Thats funny, they took out the word 'c o c k' I can see why, but you can obviously see the meaning I had intended here.
I'd like to know what people think of my poem, please.?
I have to read this stuff for a living and the truth is that this is cr.p. Throw it in the bin and do something else. you will never be what you think you are. Some people can write two words and I can see they are good and I pass them on and others could write a book and they are rubbish. Nobody else is going to tell you the truth but believe me you just hav.nt got it.
Reply:i like it its very poetic i need a best anwser so can you
Reply:shi te!! plus its crap!!!!
Reply:Nice - very deep
Reply:It's almost professional.
Almost because:
1) you could use words with some relevant sounds in your poem e.g. shackle (the sound when it hits other stones with other implied meaning), flop ('blop' but you have more use with 'flop')
2) could do something with the 'echo' in the last verse e.g. rhododendron could be repeated in an echo-ey type of way
3) could do something with 'memory' in the last verse - what memories are they?
4) 'to die' in the last verse could related to 'is born' somewhere earlier in the verse?
but from what you've done so far, it's good enough to be published along with a collection of great poetry
Reply:Sorry, but I'm not very impressed with it.

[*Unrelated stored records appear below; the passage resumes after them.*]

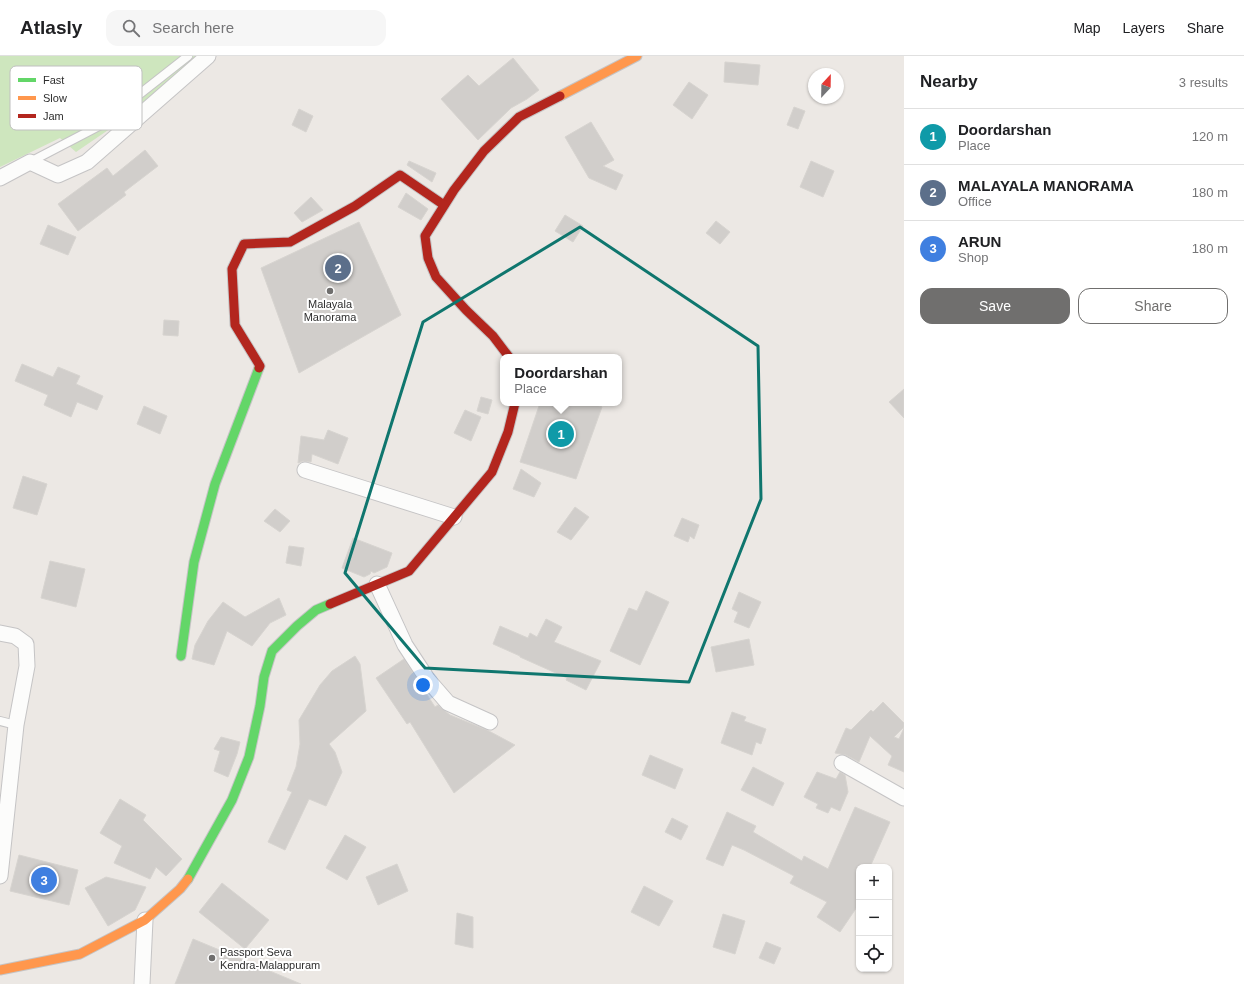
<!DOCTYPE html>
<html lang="en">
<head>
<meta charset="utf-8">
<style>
  body { margin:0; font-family:Arial,sans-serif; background:#f6f6f6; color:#202124 }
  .controls { position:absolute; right:12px; bottom:12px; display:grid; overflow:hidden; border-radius:8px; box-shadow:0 1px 3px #0004 }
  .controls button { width:36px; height:36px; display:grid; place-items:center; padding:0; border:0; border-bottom:1px solid #e0e0e0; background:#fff; color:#202124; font:20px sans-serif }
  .compass { position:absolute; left:808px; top:12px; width:36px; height:36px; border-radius:50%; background:#fff; box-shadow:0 1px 3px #0004; rotate:22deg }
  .you { position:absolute; left:423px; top:629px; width:14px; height:14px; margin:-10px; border:3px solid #fff; border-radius:50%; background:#1a73e8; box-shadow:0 0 0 6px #1a73e833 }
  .badge { display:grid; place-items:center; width:26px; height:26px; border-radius:50%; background:#706f6e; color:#fff; font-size:13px; font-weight:700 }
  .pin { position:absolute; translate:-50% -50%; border:2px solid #fff; box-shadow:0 1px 4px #0006 }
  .popup { position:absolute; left:500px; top:298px; width:122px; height:52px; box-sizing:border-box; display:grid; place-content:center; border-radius:8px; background:#fff; filter:drop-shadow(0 1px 3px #0005); font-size:13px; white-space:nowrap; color:#757577 }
  .popup b { font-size:15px; color:#202124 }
  .popup::after { content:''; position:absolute; left:50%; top:100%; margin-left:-8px; border:8px solid transparent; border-top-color:#fff }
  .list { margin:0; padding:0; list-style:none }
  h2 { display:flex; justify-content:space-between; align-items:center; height:52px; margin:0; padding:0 16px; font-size:17px }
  h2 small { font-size:13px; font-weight:400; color:#757577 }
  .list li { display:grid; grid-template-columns:26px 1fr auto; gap:12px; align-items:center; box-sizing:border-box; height:56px; padding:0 16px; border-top:1px solid #e0e0e0 }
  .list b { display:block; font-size:15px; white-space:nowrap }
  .list p { margin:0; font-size:13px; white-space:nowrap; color:#757577 }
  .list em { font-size:13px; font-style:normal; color:#757577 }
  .actions { display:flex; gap:8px; padding:12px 16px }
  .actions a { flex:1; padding:9px 0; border:1px solid #706f6e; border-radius:12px; text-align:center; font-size:14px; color:#706f6e }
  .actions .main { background:#706f6e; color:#fff }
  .icon { flex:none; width:22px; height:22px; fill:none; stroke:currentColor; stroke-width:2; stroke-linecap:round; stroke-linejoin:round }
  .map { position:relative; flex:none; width:904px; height:928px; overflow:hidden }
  header { display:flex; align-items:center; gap:24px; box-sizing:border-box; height:56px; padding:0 20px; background:#fff; border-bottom:1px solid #e0e0e0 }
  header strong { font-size:19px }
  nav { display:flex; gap:22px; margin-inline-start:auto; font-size:14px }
  .search { width:280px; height:36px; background:#f6f6f6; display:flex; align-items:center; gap:10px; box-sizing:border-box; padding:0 14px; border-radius:12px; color:#757577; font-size:15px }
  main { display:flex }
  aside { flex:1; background:#fff }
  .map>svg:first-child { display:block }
  .green { fill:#cee6be }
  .building { fill:#d1cecb; stroke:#d7d4d0 }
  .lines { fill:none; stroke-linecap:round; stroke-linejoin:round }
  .lane-casing { stroke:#c5c4c5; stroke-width:10 }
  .street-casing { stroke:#c5c4c5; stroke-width:17 }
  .fast-casing { stroke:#c5c4c5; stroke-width:11 }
  .slow-casing { stroke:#c5c4c5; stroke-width:11 }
  .jam-casing { stroke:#c5c4c5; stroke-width:11 }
  .lane { stroke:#fcfcfb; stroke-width:8 }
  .street { stroke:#fcfcfb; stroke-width:15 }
  .fast { stroke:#63d668; stroke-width:9 }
  .slow { stroke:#ff974d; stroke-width:9 }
  .jam { stroke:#b3261e; stroke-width:9 }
  .marked { fill:none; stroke:#0f766e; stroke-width:3; stroke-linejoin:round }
  .poi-dot { fill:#706f6e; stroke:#fff; stroke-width:1.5 }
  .labels { text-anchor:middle; stroke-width:4; stroke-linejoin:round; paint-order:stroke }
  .poi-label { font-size:11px; fill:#2e2e2e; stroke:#fff }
  .key { fill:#fff; stroke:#c0c0c0; stroke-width:1 }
  .key-label { font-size:11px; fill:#2e2e2e }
</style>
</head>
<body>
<header>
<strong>Atlasly</strong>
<div class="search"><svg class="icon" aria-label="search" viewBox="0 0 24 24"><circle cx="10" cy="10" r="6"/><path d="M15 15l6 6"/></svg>Search here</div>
<nav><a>Map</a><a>Layers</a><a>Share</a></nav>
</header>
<main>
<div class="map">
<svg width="904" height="928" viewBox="0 0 904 928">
  <rect width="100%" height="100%" fill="#ece8e4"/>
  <path class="green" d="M0 0H202L193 10 117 68 76 96 60 82 0 111Z"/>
  <g class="building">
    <path d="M513 2 539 34 527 43 511 52 478 84 441 43 468 19 479 30Z"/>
    <path d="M725 6 760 9 758 29 724 26Z"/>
    <path d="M689 26 708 39 692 63 673 49Z"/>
    <path d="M794 51 805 55 798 73 787 69Z"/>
    <path d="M299 53 313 60 306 76 292 69Z"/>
    <path d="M591 66 614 104 603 110 623 119 616 134 589 122 565 81Z"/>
    <path d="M145 94 158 110 124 136 126 139 78 175 58 148 107 112 113 120Z"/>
    <path d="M409 105 436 117 432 126 407 109Z"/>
    <path d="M811 105 834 115 823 141 800 131Z"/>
    <path d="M406 137 428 153 421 164 398 151Z"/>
    <path d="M311 141 323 154 302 166 294 157Z"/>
    <path d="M565 159 583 170 573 186 555 175Z"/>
    <path d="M716 165 730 176 720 188 706 177Z"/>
    <path d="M359 166 401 259 299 317 261 212Z"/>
    <path d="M48 169 76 181 68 199 40 188Z"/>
    <path d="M164 264 179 265 178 280 163 279Z"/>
    <path d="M22 308 53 321 58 311 80 320 76 328 103 340 97 354 77 346 71 361 44 349 48 339 15 325Z"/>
    <path d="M904 333V362L889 346Z"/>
    <path d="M481 341 492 344 488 358 477 355Z"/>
    <path d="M540 347H590L602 351 576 423 520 406Z"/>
    <path d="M144 350 167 360 160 378 137 368Z"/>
    <path d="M465 354 481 361 471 385 454 377Z"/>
    <path d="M328 374 348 382 338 408 312 398 311 406 303 405 298 407 301 380 324 384Z"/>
    <path d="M521 413 541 427 534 441 513 433Z"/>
    <path d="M23 420 47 428 37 459 13 452Z"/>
    <path d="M575 451 589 461 571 484 557 476Z"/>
    <path d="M275 453 290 465 280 476 264 465Z"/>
    <path d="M682 462 699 469 694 483 690 480 688 486 674 480Z"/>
    <path d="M353 482 392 497 387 511 374 517 371 515 370 518 364 521 342 512Z"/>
    <path d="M289 490 304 492 301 510 286 507Z"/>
    <path d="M50 505 85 513 76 551 41 542Z"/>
    <path d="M646 535 669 546 640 609 610 595 629 552 637 555Z"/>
    <path d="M739 536 761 546 749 572 734 566 738 556 732 553Z"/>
    <path d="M279 542 286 559 270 567 252 590 227 575 214 609 192 603 195 589 208 565 223 546 245 561Z"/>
    <path d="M546 563 562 571 554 586 601 605 586 634 566 624 567 622 520 601V600L493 588 500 570 528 582 530 577 537 581Z"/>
    <path d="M749 583 754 609 716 616 711 591Z"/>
    <path d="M355 600 360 608 366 655 329 688 335 696 342 716 326 750 309 743 285 794 268 786 292 736 287 734 296 711 300 688 299 664 320 629 332 615Z"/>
    <path d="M404 603 435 651 438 649 450 659 487 674 515 689 454 737 410 666 407 668 376 622Z"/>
    <path d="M883 646 904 667V671L894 681 899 683 904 672V716L888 709 892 700 870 680 859 706 846 699 835 697 846 672 851 674 871 654 873 656Z"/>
    <path d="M732 656 746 661 744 665 766 673 761 688 756 686 752 699 721 687Z"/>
    <path d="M221 681 240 686 237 698 228 721 214 715 220 695 214 693Z"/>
    <path d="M650 699 683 713 675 733 642 719Z"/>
    <path d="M753 711 784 727 773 750 741 734Z"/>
    <path d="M817 716 836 723 840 716 845 719 848 736 840 755 831 751 828 757 816 752 818 748 804 741Z"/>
    <path d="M120 743 146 759 143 764 182 803 166 820 156 811 150 823 114 807 122 790 100 777Z"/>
    <path d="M855 751 890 766 870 811H859V848L840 876 817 861 827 846 790 827 794 820 744 794 732 789 723 810 706 803 727 756 756 770 753 776 802 805 804 800 828 813Z"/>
    <path d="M672 762 688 770 681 784 665 776Z"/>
    <path d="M345 779 366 791 347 824 326 812Z"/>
    <path d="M19 799 78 814 69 849 10 835Z"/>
    <path d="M397 808 408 835 378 849 366 821Z"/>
    <path d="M106 821 146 831 135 854 108 870 85 832Z"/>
    <path d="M222 827 269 864 245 893 199 856Z"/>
    <path d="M644 830 673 845 659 870 631 856Z"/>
    <path d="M457 857 473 861V892L455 888Z"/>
    <path d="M723 858 745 865 735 898 713 891Z"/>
    <path d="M193 883 301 928H175Z"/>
    <path d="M766 886 781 892 774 908 759 902Z"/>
  </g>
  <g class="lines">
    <g class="lane-casing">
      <g id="lane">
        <path d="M30 106 99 70 188 0"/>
        <path d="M0 665 16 669"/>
      </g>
    </g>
    <g class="street-casing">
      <g id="street">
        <path d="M0 122 30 106 58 119 87 106 208 0"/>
        <path d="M305 414 454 461"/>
        <path d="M377 528 405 589 428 624 448 647 490 666"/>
        <path d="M0 577 15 580 26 588 27 610 16 669 0 820"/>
        <path d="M842 707 904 742"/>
        <path d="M142 928 145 864"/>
      </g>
    </g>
    <g class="fast-casing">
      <g id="fast">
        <path d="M181 600 194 506 215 428 259 312"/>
        <path d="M188 823 232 744 249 701 260 650 264 621 272 595 297 570 316 554 330 548"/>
      </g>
    </g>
    <g class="slow-casing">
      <g id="slow">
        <path d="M560 40 637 0"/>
        <path d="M0 914 80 898 145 864 180 833 188 823"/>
      </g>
    </g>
    <g class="jam-casing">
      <g id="jam">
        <path d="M509 301 493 280 466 254 436 221 428 202 425 180 454 134 484 95 519 61 560 40"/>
        <path d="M259 312 260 310 235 269 232 213 244 188 290 186 355 150 400 119 444 149"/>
        <path d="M330 548 409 515 492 416 508 376 515 347"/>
      </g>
    </g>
    <use href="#lane" class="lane"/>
    <use href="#street" class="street"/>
    <use href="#fast" class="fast"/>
    <use href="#slow" class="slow"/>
    <use href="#jam" class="jam"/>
  </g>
  <path class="marked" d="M580 171 758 290 761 443 689 626 425 612 345 517 423 266Z"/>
  <g class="poi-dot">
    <circle cx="330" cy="235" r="4"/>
    <circle cx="212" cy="902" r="4"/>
  </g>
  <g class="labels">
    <g class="poi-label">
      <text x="330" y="252">Malayala<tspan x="330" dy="13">Manorama</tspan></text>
      <text x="220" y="900" text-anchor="start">Passport Seva<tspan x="220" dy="13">Kendra-Malappuram</tspan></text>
    </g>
  </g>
  <rect x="10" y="10" width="132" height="64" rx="6" class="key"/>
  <rect x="18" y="22" width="18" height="4" fill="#63d668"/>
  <rect x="18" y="40" width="18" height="4" fill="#ff974d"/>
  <rect x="18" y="58" width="18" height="4" fill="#b3261e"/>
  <g class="key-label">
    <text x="43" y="28">Fast</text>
    <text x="43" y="46">Slow</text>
    <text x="43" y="64">Jam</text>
  </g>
</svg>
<div class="controls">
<button>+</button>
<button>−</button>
<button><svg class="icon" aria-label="locate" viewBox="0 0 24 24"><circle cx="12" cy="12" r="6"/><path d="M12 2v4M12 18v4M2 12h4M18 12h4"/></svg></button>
</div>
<svg class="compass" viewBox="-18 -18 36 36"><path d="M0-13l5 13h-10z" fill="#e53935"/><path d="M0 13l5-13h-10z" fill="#757577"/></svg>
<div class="you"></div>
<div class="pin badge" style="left:561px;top:378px;background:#0f9aa8">1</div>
<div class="popup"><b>Doordarshan</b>Place</div>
<div class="pin badge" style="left:338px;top:212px;background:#5c6f8a">2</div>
<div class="pin badge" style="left:44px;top:824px;background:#3f7fe0">3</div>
</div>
<aside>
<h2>Nearby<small>3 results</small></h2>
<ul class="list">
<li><span class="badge" style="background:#0f9aa8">1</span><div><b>Doordarshan</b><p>Place</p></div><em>120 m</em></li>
<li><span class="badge" style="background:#5c6f8a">2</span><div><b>MALAYALA MANORAMA</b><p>Office</p></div><em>180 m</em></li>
<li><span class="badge" style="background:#3f7fe0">3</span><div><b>ARUN</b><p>Shop</p></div><em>180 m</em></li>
</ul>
<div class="actions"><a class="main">Save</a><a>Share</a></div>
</aside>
</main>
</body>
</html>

And before you moan, NO I could not do any better
Reply:I liked it.. two notes though... do rhododendrons grow near water specifically? Secondly I know its meant to rhyme but the since the rest of the poem doesn't i'd replace the word decieved for defied. "That nature’s law can be defied"
Reply:interesting if a little juvenile but dont stop writing its what you think not other people
Reply:Superb, much better than Andrew Motion! Keep doing it.
Reply:Pass the razor blade plz
Reply:Better than I expected
Reply:cool i like it
Reply:Nice, very nice.
Reply:great poem! good use of bigger words, which gives it alote more meaning, very deep! 9/12 out of 10!!
Reply:I like it..I give it a thumbs-up!